Por último, comparamos a España con Italia, un país que también está experimentando en los últimos tiempos no pocos desequilibrios macroeconómicos y zozobras sociales, casi tantos como el nuestro. Pero el norte de Italia es más parecido a Alemania y Austria en sentido industrial, económico y científico, y eso marca la diferencia. Algo en cierto modo parecido a la brecha social y económica que existe entre el norte y sur de España, con regiones más prósperas como País Vasco y Navarra, y hasta hace unos años también Cataluña, y otras bastante deficientes en materia socioeconómica, como Andalucía, una región con uno de los niveles de desarrollo social más bajos de toda la Unión Europea.
Los italianos tienen una mayor influencia internacional porque en buena medida no se han dejado desindustrializar tan desprevenidamente como lo han hecho otros países del sur de Europa desde su ingreso en la UE. Además, mantienen muchas conexiones inteligentes con otras potencias, como China y Rusia, a diferencia de España. Italia ha sabido aprovechar hábilmente la estulticia del actual gobierno español para obtener réditos de sus conexiones con Argelia y garantizarse el suministro de gas en un contexto muy turbulento por el que atraviesa el mercado energético europeo.
Como señalaba agudamente Stefano Palombarini en Le Monde Diplomatique, en abril del año pasado, Italia se ha convertido en el laboratorio de la política europea, a propósito de la llegada al poder de Mario Draghi, ex Vicepresidente de Goldman Sachs, uno de los mayores bancos de inversión del mundo, ex Director Ejecutivo del Banco Mundial y ex Presidente del Banco Central Europeo. Con esta figura se reedita una tecnocracia con la que Italia vuelve al corazón de “Europa”, donde por cierto nunca ha estado España ni tampoco se la espera, a pesar de los contumaces y frívolos esfuerzos de los más acérrimos europeístas españoles.
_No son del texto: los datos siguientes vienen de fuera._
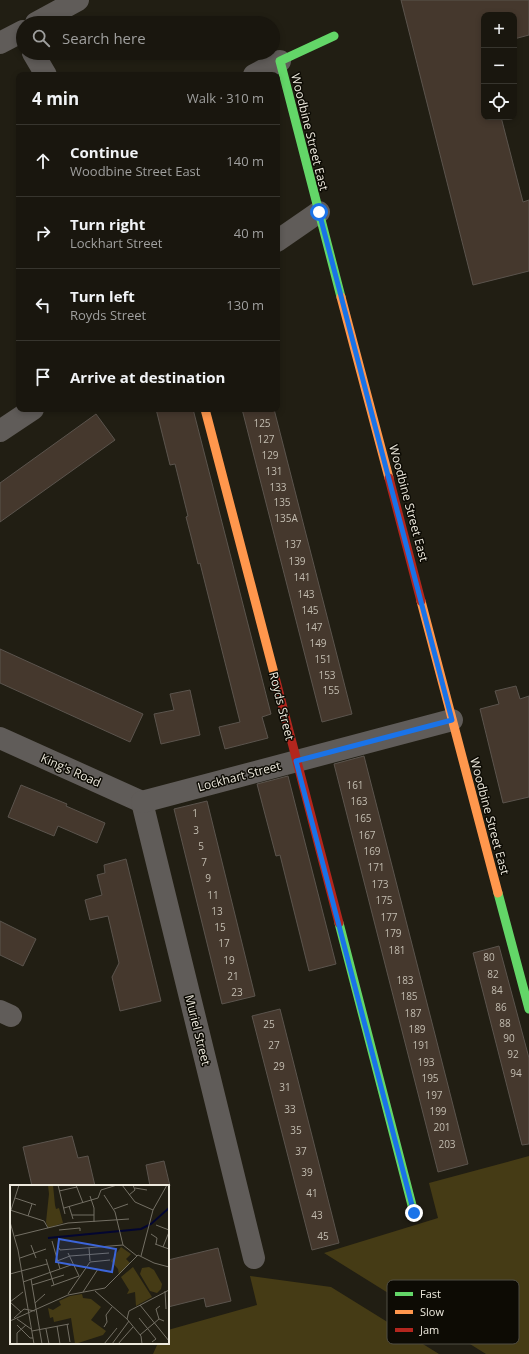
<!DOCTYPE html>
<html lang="en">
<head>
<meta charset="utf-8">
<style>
	:root { --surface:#19160e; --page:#221f17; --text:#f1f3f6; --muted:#9f9f9e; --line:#37352e }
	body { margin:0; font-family:"Open Sans",sans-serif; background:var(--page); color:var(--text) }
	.controls { position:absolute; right:12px; top:12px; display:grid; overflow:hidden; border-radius:8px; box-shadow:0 2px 6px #0003 }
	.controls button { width:36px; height:36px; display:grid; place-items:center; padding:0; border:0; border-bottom:1px solid var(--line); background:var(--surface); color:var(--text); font:20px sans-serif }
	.stop { position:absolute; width:12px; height:12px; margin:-9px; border:3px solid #1a73e8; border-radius:50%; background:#fff }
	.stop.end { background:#1a73e8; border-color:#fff; box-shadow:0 1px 4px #0008 }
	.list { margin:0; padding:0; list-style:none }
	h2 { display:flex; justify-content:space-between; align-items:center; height:52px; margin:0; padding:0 16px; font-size:17px }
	h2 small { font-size:13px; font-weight:400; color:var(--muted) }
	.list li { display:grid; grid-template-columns:26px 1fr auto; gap:12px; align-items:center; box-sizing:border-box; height:72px; padding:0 16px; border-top:1px solid var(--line) }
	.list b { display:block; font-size:15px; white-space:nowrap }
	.list p { margin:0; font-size:13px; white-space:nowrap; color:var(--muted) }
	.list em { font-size:13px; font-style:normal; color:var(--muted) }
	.icon { flex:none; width:22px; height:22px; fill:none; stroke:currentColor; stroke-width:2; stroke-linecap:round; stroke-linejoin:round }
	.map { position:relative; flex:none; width:529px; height:1354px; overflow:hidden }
	.search { position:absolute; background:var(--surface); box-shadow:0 2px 6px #0003; left:16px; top:16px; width:264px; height:44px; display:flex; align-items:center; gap:10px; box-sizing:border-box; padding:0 14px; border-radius:22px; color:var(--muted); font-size:15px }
	.panel { position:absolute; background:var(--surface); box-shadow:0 2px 6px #0003; left:16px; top:72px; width:264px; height:340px; border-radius:8px }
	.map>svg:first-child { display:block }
	.green { fill:#453b15 }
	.building { fill:#45382d; stroke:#5b544d }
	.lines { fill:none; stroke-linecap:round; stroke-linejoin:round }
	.street { stroke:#605c59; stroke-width:22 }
	.fast { stroke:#63d668; stroke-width:9 }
	.slow { stroke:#ff974d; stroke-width:9 }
	.jam { stroke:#b3261e; stroke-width:9 }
	.route { stroke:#1a73e8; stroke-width:5 }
	.labels { text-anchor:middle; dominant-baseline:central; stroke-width:3; stroke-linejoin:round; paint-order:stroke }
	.number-label { font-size:10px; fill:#c3bdb1 }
	.street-label { font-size:12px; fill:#ede9dd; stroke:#0d0b04 }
	.inset-river { fill:none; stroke:#030631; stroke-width:2 }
	.inset-road { fill:none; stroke:#736f64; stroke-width:1 }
	.view { fill:#3c65d9; fill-opacity:0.15; stroke:#3c65d9; stroke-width:2 }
	.inset-edge { fill:none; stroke:#ede9dd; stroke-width:2 }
	.key { fill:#0d0b04; stroke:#504e45; stroke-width:1 }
	.key-label { font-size:11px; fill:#ede9dd }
</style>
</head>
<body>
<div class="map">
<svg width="529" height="1354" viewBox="0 0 529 1354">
	<rect width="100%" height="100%" fill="#211e13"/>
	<g class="green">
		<polygon points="529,1156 529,1354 486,1354 324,1253 438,1218 429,1183"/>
		<polygon points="250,1276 331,1287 439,1354 153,1354 158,1343 168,1343 168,1330 257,1305"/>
	</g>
	<g class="building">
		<polygon points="401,0 529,0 529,35 514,39 514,15 484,15 484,117 501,117 523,202 529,200 529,271 473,285"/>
		<polygon points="156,409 193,409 271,714 262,717 268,738 225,749 219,727 240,722 200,563 198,564 192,540 186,517 188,516 175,464 170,465"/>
		<polygon points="242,409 274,409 352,714 322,722"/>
		<polygon points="96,414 115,440 0,522 0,483"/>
		<polygon points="0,649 143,714 130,742 0,683"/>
		<polygon points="516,686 520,699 529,696 529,797 503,803 480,709 499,704 495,691"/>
		<polygon points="190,690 200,735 161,744 154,714 174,710 170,694"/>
		<polygon points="364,756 468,1164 438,1172 334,764"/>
		<polygon points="288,776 336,964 309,971 280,855 276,856 257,784"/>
		<polygon points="21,785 67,804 66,806 105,823 97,843 58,826 54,836 8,817"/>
		<polygon points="207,801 255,996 222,1004 174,809"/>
		<polygon points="126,859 161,1001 120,1011 112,977 119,963 108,916 90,920 85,900 102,895 97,875 105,873 104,865"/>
		<polygon points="0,921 36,939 23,966 0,955"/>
		<polygon points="499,946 529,1058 529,1144 522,1145 473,953"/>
		<polygon points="280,1009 339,1243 312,1250 252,1016"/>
		<polygon points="72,1136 78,1158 88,1156 95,1186 32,1186 23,1147"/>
		<polygon points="164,1161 170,1186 150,1186 146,1165"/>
		<polygon points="218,1248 231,1301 206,1307 204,1298 168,1307 168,1260"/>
	</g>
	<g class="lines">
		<g class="street">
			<polyline points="36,23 78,0"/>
			<polyline points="0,43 23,31"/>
			<polyline points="33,53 46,75"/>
			<polyline points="254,75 280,61"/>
			<polyline points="277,241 319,212"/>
			<polyline points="0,431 33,409"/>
			<polyline points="0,738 142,802"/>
			<polyline points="142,802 254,1258"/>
			<polyline points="142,802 452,720"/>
			<polyline points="0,1011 11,1016"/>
		</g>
		<g class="fast">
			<polyline points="334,36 280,61 341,297"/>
			<polyline points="498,893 529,1009"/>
			<polyline points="339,923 414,1213"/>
		</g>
		<g class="slow">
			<polyline points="341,297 389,478"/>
			<polyline points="205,409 275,677"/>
			<polyline points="421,601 498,893"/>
		</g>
		<g class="jam">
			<polyline points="389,478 421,601"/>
			<polyline points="275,677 339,923"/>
		</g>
	</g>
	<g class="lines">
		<polyline class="route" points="319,212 452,720 296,761 414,1213"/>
	</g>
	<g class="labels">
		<g class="number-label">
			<text x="262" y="423">125</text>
			<text x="266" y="439">127</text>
			<text x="270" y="455">129</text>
			<text x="274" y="471">131</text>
			<text x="278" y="487">133</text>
			<text x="282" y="502">135</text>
			<text x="286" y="518">135A</text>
			<text x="293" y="544">137</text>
			<text x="297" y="561">139</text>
			<text x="302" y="577">141</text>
			<text x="306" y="594">143</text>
			<text x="310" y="610">145</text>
			<text x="314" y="627">147</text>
			<text x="318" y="643">149</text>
			<text x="323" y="659">151</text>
			<text x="327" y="675">153</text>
			<text x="331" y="690">155</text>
			<text x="355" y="785">161</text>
			<text x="359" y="801">163</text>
			<text x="195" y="813">1</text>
			<text x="363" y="818">165</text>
			<text x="196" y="830">3</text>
			<text x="367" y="835">167</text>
			<text x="201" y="846">5</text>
			<text x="372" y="851">169</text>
			<text x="204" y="862">7</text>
			<text x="376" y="867">171</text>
			<text x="208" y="878">9</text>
			<text x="380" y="884">173</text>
			<text x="213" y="895">11</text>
			<text x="384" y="900">175</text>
			<text x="217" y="911">13</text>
			<text x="389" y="917">177</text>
			<text x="220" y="927">15</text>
			<text x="393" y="933">179</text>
			<text x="224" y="943">17</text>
			<text x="397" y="950">181</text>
			<text x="489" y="957">80</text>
			<text x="229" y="960">19</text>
			<text x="493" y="974">82</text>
			<text x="233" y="976">21</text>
			<text x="405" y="980">183</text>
			<text x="497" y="990">84</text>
			<text x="237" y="992">23</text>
			<text x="409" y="996">185</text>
			<text x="501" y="1007">86</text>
			<text x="413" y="1013">187</text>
			<text x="505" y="1023">88</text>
			<text x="269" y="1024">25</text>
			<text x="417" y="1029">189</text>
			<text x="509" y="1038">90</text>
			<text x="274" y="1045">27</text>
			<text x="421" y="1045">191</text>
			<text x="513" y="1054">92</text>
			<text x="426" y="1062">193</text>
			<text x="279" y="1066">29</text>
			<text x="516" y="1073">94</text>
			<text x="430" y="1078">195</text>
			<text x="285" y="1087">31</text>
			<text x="434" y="1095">197</text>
			<text x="290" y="1109">33</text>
			<text x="438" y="1111">199</text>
			<text x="442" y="1127">201</text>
			<text x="296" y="1130">35</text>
			<text x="447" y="1144">203</text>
			<text x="301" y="1151">37</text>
			<text x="307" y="1172">39</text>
			<text x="312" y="1193">41</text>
			<text x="317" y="1215">43</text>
			<text x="323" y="1236">45</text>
		</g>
		<g class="street-label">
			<text transform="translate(310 132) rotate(76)">Woodbine Street East</text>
			<text transform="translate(409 503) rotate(75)">Woodbine Street East</text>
			<text transform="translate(282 706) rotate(76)">Royds Street</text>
			<text transform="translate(71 770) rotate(24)">King's Road</text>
			<text transform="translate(239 776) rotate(-15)">Lockhart Street</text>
			<text transform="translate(490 816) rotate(75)">Woodbine Street East</text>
			<text transform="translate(198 1030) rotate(76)">Muriel Street</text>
		</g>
	</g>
	<g transform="translate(10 1185)">
		<rect width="159" height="159" fill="#211e13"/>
		<path d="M 38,0 L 43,0 L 45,20 L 46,24 L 49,23 L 53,38 L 38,43 L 36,37 L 39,9 ZM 111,62 L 121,69 L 116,74 L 120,78 L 109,90 L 108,84 L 101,76 ZM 123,82 L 142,112 L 126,121 L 125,107 L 117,109 L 119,105 L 111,92 ZM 139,82 L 144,85 L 152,99 L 151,104 L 147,108 L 140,106 L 130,89 L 132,83 ZM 72,109 L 73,113 L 81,114 L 91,122 L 81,135 L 96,146 L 93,150 L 65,159 L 61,133 L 44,137 L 43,132 L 40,133 L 38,123 L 43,125 L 51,120 L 49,116 L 60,111 Z" fill="#453b15"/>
		<path class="inset-river" d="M 38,53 L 131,44 L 141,39 L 159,23"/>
		<path class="inset-road" d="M 48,0 L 55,29M 66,0 L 73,18M 112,0 L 125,17 L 143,25M 125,3 L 137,5M 49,6 L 67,2M 94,10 L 105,27 L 113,60 L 127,71M 119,10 L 125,5 L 123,0M 80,11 L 84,23 L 84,37M 5,13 L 26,20M 59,21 L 63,34M 54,23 L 88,13 L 91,5 L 107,0M 104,24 L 118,19M 0,25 L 34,36 L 38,43M 1,25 L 9,0M 62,30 L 84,30M 18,31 L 22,19M 0,37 L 8,65 L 24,159M 146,40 L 159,45M 49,45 L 70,43 L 70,46M 141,49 L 147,53 L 146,59M 5,51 L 58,38 L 119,34M 42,56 L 50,84M 145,59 L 159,64M 21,60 L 26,73M 153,62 L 159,47M 49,63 L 50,65 L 113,60M 79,63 L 80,76M 58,68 L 69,91M 131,71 L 143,25 L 157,0M 10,73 L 36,64M 36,74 L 44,100M 47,76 L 60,71 L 99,68M 80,77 L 100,75M 0,89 L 37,79M 21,94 L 32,159M 13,97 L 61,80M 22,100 L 54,90M 41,101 L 69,91M 85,106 L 117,134 L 131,151 L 132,159M 155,106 L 156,124M 73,107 L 88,84M 58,109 L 80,77M 0,117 L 13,107M 0,117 L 11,127M 25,118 L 35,109M 130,120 L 159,156M 150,121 L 146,124 L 149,134 L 154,136M 4,133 L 14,124 L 25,126M 129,133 L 146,154 L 142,157M 7,134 L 21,144M 117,134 L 119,126 L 159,105M 0,136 L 58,110 L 95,103 L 128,70 L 144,78 L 159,82M 57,139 L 60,157M 7,140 L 20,153 L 23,153M 47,141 L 50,159M 94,142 L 97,137 L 96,130 L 102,122M 36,144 L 39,159M 22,146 L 59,139M 130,150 L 149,134M 7,159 L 7,148 L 16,140M 94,159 L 107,143M 102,159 L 119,136M 108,159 L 123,142"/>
		<path class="view" d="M 49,54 L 106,64 L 102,87 L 46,77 Z"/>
		<rect width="159" height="159" class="inset-edge"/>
	</g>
	<rect x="387" y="1280" width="132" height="64" rx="6" class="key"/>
	<rect x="395" y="1292" width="18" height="4" fill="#63d668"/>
	<rect x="395" y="1310" width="18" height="4" fill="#ff974d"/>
	<rect x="395" y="1328" width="18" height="4" fill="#b3261e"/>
	<g class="key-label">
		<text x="420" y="1298">Fast</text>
		<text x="420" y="1316">Slow</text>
		<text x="420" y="1334">Jam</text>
	</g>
</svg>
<div class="controls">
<button>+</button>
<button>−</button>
<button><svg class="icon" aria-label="locate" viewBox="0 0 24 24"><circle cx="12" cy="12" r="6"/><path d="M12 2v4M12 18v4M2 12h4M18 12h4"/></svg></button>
</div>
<div class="stop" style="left:319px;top:212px"></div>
<div class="stop end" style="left:414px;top:1213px"></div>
<div class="search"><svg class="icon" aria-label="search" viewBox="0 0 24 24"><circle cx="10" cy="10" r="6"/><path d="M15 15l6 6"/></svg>Search here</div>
<section class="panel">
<h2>4 min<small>Walk · 310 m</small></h2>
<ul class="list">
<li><svg class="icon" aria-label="ahead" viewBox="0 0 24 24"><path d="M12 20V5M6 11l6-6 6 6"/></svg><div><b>Continue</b><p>Woodbine Street East</p></div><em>140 m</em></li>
<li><svg class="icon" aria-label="right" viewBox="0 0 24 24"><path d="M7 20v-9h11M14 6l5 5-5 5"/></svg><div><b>Turn right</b><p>Lockhart Street</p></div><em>40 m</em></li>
<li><svg class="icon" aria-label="left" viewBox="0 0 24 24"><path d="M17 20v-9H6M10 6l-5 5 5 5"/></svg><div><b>Turn left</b><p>Royds Street</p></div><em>130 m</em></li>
<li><svg class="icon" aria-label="arrive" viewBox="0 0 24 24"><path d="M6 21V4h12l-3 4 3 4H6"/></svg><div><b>Arrive at destination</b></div></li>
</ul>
</section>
</div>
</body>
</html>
Draghi, a diferencia de “Antonio”, no necesita mendigar ni arrastrarse por una foto con Biden, o en su lugar con Obama. Tampoco necesita que el tesorero de su partido político le entregue sobres en concepto de sobresueldos (a diferencia de un tal “M. Rajoy”). Draghi también tiene la suficiente lucidez para saber que no conviene quedarse sentado ante el paso de la bandera de EE.UU. en un desfile militar (como sí hizo ZP). Y por supuesto, el italiano jamás se prestaría a una ínfula tan majadera como la famosa foto del trío de las Azores, ni pondría sus zapatos encima de la mesa en un rancho de Texas cual cowboy ibérico (como hizo “Ansar”). La clase y finura italianas no existen en la partitocracia de baratija que gastamos en el ruedo ibérico.
En definitiva, la paulatina pérdida peso e influencia de España en el contexto internacional, correlato a su vez de la pérdida interna de soberanía efectiva, se explican por muchas causas, pero haciendo una comparación elemental con nuestro entorno europeo, podemos llegar al bosquejo de algunas deficiencias que así lo explican, más allá de ciertas métricas de Bruselas o de otros análisis estadísticos.
La comparación con Francia, Alemania e Italia debe indicarnos donde fallamos como país y como sociedad política, y cuáles son las asignaturas pendientes. Falta mucha capacidad técnica y una gestión eficiente de los recursos públicos, también un sano patriotismo, y por supuesto, unos líderes con perspectiva en el largo plazo, orientados hacia la estabilidad política dentro del juego democrático e institucional y ciertas habilidades para aprovechar las oportunidades que se presentan en el tablero de ajedrez mundial. La soberanía de un país no viene regalada, por nada ni por nadie. Ni existe per se porque lo diga un texto normativo, por muy constitucional que sea o pretenda ser. La soberanía nacional real se gana y protege o se acaba perdiendo.